#### [Extracted information]
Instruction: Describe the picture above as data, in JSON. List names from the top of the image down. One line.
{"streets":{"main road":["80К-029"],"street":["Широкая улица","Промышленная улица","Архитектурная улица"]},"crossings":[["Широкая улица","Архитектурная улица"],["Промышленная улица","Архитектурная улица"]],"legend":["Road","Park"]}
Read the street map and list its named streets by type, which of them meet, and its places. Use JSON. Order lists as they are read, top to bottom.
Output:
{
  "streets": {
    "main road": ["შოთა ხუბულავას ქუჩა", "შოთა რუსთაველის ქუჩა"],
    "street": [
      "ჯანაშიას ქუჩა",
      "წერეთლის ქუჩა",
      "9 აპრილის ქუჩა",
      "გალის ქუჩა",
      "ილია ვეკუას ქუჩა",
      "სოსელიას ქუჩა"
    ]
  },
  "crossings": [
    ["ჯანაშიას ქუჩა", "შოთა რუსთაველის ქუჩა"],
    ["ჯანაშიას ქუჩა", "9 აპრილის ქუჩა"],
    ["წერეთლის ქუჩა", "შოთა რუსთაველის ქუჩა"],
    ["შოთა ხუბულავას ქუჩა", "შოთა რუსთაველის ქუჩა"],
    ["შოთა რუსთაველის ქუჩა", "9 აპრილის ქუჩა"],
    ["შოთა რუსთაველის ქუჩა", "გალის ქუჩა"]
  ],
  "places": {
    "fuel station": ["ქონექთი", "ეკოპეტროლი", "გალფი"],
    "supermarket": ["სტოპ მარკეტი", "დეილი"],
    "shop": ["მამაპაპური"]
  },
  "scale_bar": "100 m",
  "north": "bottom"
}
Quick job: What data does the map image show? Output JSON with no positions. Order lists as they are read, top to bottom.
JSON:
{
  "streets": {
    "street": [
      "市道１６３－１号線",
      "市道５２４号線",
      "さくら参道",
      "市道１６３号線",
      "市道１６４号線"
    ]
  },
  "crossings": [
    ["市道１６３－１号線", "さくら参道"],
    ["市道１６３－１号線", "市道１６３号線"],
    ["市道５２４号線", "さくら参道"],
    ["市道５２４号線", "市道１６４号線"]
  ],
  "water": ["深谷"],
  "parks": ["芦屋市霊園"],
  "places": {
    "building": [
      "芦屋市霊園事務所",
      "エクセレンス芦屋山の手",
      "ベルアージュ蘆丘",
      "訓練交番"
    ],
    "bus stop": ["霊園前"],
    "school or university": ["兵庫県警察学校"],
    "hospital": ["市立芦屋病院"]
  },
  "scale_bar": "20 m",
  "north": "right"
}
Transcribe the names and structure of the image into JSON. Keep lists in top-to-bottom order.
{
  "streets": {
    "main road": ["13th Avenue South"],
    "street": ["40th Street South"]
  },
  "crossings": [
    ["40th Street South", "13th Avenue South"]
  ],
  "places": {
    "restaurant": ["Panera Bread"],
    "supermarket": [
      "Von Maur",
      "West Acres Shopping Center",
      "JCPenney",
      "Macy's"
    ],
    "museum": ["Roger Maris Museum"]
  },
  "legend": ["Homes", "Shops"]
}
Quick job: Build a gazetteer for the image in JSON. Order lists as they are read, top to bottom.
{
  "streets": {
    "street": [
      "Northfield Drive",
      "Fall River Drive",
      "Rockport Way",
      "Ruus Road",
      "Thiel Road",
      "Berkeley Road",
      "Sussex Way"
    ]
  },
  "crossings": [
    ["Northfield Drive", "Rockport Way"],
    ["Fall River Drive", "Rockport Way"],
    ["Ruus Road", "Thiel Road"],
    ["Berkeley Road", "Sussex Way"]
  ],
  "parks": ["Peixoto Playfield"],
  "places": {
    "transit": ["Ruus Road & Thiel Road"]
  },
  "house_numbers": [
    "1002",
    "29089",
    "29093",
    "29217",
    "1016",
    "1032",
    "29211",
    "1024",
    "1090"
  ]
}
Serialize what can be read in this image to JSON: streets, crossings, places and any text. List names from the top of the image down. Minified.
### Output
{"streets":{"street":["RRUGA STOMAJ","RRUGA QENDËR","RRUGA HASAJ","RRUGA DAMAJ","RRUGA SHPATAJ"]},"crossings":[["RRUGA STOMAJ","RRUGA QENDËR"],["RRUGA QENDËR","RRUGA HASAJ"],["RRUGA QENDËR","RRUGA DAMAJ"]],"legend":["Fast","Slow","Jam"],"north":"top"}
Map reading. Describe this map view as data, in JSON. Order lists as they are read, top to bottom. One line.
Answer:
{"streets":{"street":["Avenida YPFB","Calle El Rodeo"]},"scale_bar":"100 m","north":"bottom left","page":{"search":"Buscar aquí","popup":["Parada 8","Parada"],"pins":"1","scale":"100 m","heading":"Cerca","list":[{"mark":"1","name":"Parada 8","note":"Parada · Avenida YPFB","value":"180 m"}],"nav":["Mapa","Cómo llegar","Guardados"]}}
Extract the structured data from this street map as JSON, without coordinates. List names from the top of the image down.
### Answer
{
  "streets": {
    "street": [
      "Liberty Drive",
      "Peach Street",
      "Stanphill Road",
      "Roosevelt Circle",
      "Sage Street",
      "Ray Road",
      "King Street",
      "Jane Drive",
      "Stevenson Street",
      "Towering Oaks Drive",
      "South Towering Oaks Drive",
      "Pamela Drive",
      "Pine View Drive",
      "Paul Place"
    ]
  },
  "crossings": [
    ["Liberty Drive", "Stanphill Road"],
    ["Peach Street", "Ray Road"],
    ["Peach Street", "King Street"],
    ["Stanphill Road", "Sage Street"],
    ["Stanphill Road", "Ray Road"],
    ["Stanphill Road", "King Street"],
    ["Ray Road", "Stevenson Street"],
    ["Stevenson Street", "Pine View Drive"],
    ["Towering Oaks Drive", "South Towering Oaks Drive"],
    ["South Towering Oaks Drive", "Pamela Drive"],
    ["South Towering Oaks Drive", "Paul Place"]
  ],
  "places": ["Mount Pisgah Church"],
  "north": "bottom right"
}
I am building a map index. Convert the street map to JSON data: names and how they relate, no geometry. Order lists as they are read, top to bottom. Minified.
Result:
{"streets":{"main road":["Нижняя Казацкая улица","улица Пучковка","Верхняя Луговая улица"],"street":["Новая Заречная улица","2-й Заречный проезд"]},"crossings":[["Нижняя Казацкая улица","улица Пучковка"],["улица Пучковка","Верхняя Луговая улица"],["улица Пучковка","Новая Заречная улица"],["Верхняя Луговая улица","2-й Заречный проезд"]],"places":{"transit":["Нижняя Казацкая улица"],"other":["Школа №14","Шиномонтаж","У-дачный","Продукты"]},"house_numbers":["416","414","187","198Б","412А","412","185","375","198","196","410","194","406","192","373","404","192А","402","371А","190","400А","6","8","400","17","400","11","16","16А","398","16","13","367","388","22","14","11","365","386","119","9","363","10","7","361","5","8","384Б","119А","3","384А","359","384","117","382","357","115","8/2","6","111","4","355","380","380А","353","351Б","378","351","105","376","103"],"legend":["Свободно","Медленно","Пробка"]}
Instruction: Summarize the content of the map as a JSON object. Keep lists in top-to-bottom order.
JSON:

#### [Your assignment]
Please repeat the complete material exactly, with nothing omitted.

#### [The answer]
Instruction: Describe the picture above as data, in JSON. List names from the top of the image down. One line.
{"streets":{"main road":["80К-029"],"street":["Широкая улица","Промышленная улица","Архитектурная улица"]},"crossings":[["Широкая улица","Архитектурная улица"],["Промышленная улица","Архитектурная улица"]],"legend":["Road","Park"]}
Read the street map and list its named streets by type, which of them meet, and its places. Use JSON. Order lists as they are read, top to bottom.
Output:
{
  "streets": {
    "main road": ["შოთა ხუბულავას ქუჩა", "შოთა რუსთაველის ქუჩა"],
    "street": [
      "ჯანაშიას ქუჩა",
      "წერეთლის ქუჩა",
      "9 აპრილის ქუჩა",
      "გალის ქუჩა",
      "ილია ვეკუას ქუჩა",
      "სოსელიას ქუჩა"
    ]
  },
  "crossings": [
    ["ჯანაშიას ქუჩა", "შოთა რუსთაველის ქუჩა"],
    ["ჯანაშიას ქუჩა", "9 აპრილის ქუჩა"],
    ["წერეთლის ქუჩა", "შოთა რუსთაველის ქუჩა"],
    ["შოთა ხუბულავას ქუჩა", "შოთა რუსთაველის ქუჩა"],
    ["შოთა რუსთაველის ქუჩა", "9 აპრილის ქუჩა"],
    ["შოთა რუსთაველის ქუჩა", "გალის ქუჩა"]
  ],
  "places": {
    "fuel station": ["ქონექთი", "ეკოპეტროლი", "გალფი"],
    "supermarket": ["სტოპ მარკეტი", "დეილი"],
    "shop": ["მამაპაპური"]
  },
  "scale_bar": "100 m",
  "north": "bottom"
}
Quick job: What data does the map image show? Output JSON with no positions. Order lists as they are read, top to bottom.
JSON:
{
  "streets": {
    "street": [
      "市道１６３－１号線",
      "市道５２４号線",
      "さくら参道",
      "市道１６３号線",
      "市道１６４号線"
    ]
  },
  "crossings": [
    ["市道１６３－１号線", "さくら参道"],
    ["市道１６３－１号線", "市道１６３号線"],
    ["市道５２４号線", "さくら参道"],
    ["市道５２４号線", "市道１６４号線"]
  ],
  "water": ["深谷"],
  "parks": ["芦屋市霊園"],
  "places": {
    "building": [
      "芦屋市霊園事務所",
      "エクセレンス芦屋山の手",
      "ベルアージュ蘆丘",
      "訓練交番"
    ],
    "bus stop": ["霊園前"],
    "school or university": ["兵庫県警察学校"],
    "hospital": ["市立芦屋病院"]
  },
  "scale_bar": "20 m",
  "north": "right"
}
Transcribe the names and structure of the image into JSON. Keep lists in top-to-bottom order.
{
  "streets": {
    "main road": ["13th Avenue South"],
    "street": ["40th Street South"]
  },
  "crossings": [
    ["40th Street South", "13th Avenue South"]
  ],
  "places": {
    "restaurant": ["Panera Bread"],
    "supermarket": [
      "Von Maur",
      "West Acres Shopping Center",
      "JCPenney",
      "Macy's"
    ],
    "museum": ["Roger Maris Museum"]
  },
  "legend": ["Homes", "Shops"]
}
Quick job: Build a gazetteer for the image in JSON. Order lists as they are read, top to bottom.
{
  "streets": {
    "street": [
      "Northfield Drive",
      "Fall River Drive",
      "Rockport Way",
      "Ruus Road",
      "Thiel Road",
      "Berkeley Road",
      "Sussex Way"
    ]
  },
  "crossings": [
    ["Northfield Drive", "Rockport Way"],
    ["Fall River Drive", "Rockport Way"],
    ["Ruus Road", "Thiel Road"],
    ["Berkeley Road", "Sussex Way"]
  ],
  "parks": ["Peixoto Playfield"],
  "places": {
    "transit": ["Ruus Road & Thiel Road"]
  },
  "house_numbers": [
    "1002",
    "29089",
    "29093",
    "29217",
    "1016",
    "1032",
    "29211",
    "1024",
    "1090"
  ]
}
Serialize what can be read in this image to JSON: streets, crossings, places and any text. List names from the top of the image down. Minified.
### Output
{"streets":{"street":["RRUGA STOMAJ","RRUGA QENDËR","RRUGA HASAJ","RRUGA DAMAJ","RRUGA SHPATAJ"]},"crossings":[["RRUGA STOMAJ","RRUGA QENDËR"],["RRUGA QENDËR","RRUGA HASAJ"],["RRUGA QENDËR","RRUGA DAMAJ"]],"legend":["Fast","Slow","Jam"],"north":"top"}
Map reading. Describe this map view as data, in JSON. Order lists as they are read, top to bottom. One line.
Answer:
{"streets":{"street":["Avenida YPFB","Calle El Rodeo"]},"scale_bar":"100 m","north":"bottom left","page":{"search":"Buscar aquí","popup":["Parada 8","Parada"],"pins":"1","scale":"100 m","heading":"Cerca","list":[{"mark":"1","name":"Parada 8","note":"Parada · Avenida YPFB","value":"180 m"}],"nav":["Mapa","Cómo llegar","Guardados"]}}
Extract the structured data from this street map as JSON, without coordinates. List names from the top of the image down.
### Answer
{
  "streets": {
    "street": [
      "Liberty Drive",
      "Peach Street",
      "Stanphill Road",
      "Roosevelt Circle",
      "Sage Street",
      "Ray Road",
      "King Street",
      "Jane Drive",
      "Stevenson Street",
      "Towering Oaks Drive",
      "South Towering Oaks Drive",
      "Pamela Drive",
      "Pine View Drive",
      "Paul Place"
    ]
  },
  "crossings": [
    ["Liberty Drive", "Stanphill Road"],
    ["Peach Street", "Ray Road"],
    ["Peach Street", "King Street"],
    ["Stanphill Road", "Sage Street"],
    ["Stanphill Road", "Ray Road"],
    ["Stanphill Road", "King Street"],
    ["Ray Road", "Stevenson Street"],
    ["Stevenson Street", "Pine View Drive"],
    ["Towering Oaks Drive", "South Towering Oaks Drive"],
    ["South Towering Oaks Drive", "Pamela Drive"],
    ["South Towering Oaks Drive", "Paul Place"]
  ],
  "places": ["Mount Pisgah Church"],
  "north": "bottom right"
}
I am building a map index. Convert the street map to JSON data: names and how they relate, no geometry. Order lists as they are read, top to bottom. Minified.
Result:
{"streets":{"main road":["Нижняя Казацкая улица","улица Пучковка","Верхняя Луговая улица"],"street":["Новая Заречная улица","2-й Заречный проезд"]},"crossings":[["Нижняя Казацкая улица","улица Пучковка"],["улица Пучковка","Верхняя Луговая улица"],["улица Пучковка","Новая Заречная улица"],["Верхняя Луговая улица","2-й Заречный проезд"]],"places":{"transit":["Нижняя Казацкая улица"],"other":["Школа №14","Шиномонтаж","У-дачный","Продукты"]},"house_numbers":["416","414","187","198Б","412А","412","185","375","198","196","410","194","406","192","373","404","192А","402","371А","190","400А","6","8","400","17","400","11","16","16А","398","16","13","367","388","22","14","11","365","386","119","9","363","10","7","361","5","8","384Б","119А","3","384А","359","384","117","382","357","115","8/2","6","111","4","355","380","380А","353","351Б","378","351","105","376","103"],"legend":["Свободно","Медленно","Пробка"]}
Instruction: Summarize the content of the map as a JSON object. Keep lists in top-to-bottom order.
JSON:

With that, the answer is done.